===== Supplied information

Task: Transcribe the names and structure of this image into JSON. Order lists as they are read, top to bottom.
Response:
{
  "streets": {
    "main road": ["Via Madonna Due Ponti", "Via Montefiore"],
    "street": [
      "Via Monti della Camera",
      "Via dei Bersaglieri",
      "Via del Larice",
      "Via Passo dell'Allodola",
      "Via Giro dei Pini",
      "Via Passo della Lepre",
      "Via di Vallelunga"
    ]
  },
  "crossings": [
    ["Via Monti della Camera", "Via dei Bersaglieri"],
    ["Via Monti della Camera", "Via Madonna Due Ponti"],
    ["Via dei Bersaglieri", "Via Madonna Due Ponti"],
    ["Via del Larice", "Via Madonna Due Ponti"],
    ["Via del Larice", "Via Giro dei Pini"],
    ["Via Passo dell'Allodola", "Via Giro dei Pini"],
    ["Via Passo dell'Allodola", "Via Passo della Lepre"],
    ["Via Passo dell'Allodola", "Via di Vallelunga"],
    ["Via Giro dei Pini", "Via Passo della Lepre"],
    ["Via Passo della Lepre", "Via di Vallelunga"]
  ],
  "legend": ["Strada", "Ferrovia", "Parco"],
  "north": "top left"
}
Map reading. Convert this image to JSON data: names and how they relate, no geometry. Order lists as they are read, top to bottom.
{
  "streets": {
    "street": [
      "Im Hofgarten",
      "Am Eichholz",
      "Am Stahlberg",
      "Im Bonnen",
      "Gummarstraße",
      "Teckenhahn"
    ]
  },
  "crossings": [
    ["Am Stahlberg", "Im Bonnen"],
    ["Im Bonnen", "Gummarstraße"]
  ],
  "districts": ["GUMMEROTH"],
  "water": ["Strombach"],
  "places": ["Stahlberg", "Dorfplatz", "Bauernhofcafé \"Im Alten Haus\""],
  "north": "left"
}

==========

> Problem details
Could you copy out the data in full, exactly as it is written?

> Your response
Task: Transcribe the names and structure of this image into JSON. Order lists as they are read, top to bottom.
Response:
{
  "streets": {
    "main road": ["Via Madonna Due Ponti", "Via Montefiore"],
    "street": [
      "Via Monti della Camera",
      "Via dei Bersaglieri",
      "Via del Larice",
      "Via Passo dell'Allodola",
      "Via Giro dei Pini",
      "Via Passo della Lepre",
      "Via di Vallelunga"
    ]
  },
  "crossings": [
    ["Via Monti della Camera", "Via dei Bersaglieri"],
    ["Via Monti della Camera", "Via Madonna Due Ponti"],
    ["Via dei Bersaglieri", "Via Madonna Due Ponti"],
    ["Via del Larice", "Via Madonna Due Ponti"],
    ["Via del Larice", "Via Giro dei Pini"],
    ["Via Passo dell'Allodola", "Via Giro dei Pini"],
    ["Via Passo dell'Allodola", "Via Passo della Lepre"],
    ["Via Passo dell'Allodola", "Via di Vallelunga"],
    ["Via Giro dei Pini", "Via Passo della Lepre"],
    ["Via Passo della Lepre", "Via di Vallelunga"]
  ],
  "legend": ["Strada", "Ferrovia", "Parco"],
  "north": "top left"
}
Map reading. Convert this image to JSON data: names and how they relate, no geometry. Order lists as they are read, top to bottom.
{
  "streets": {
    "street": [
      "Im Hofgarten",
      "Am Eichholz",
      "Am Stahlberg",
      "Im Bonnen",
      "Gummarstraße",
      "Teckenhahn"
    ]
  },
  "crossings": [
    ["Am Stahlberg", "Im Bonnen"],
    ["Im Bonnen", "Gummarstraße"]
  ],
  "districts": ["GUMMEROTH"],
  "water": ["Strombach"],
  "places": ["Stahlberg", "Dorfplatz", "Bauernhofcafé \"Im Alten Haus\""],
  "north": "left"
}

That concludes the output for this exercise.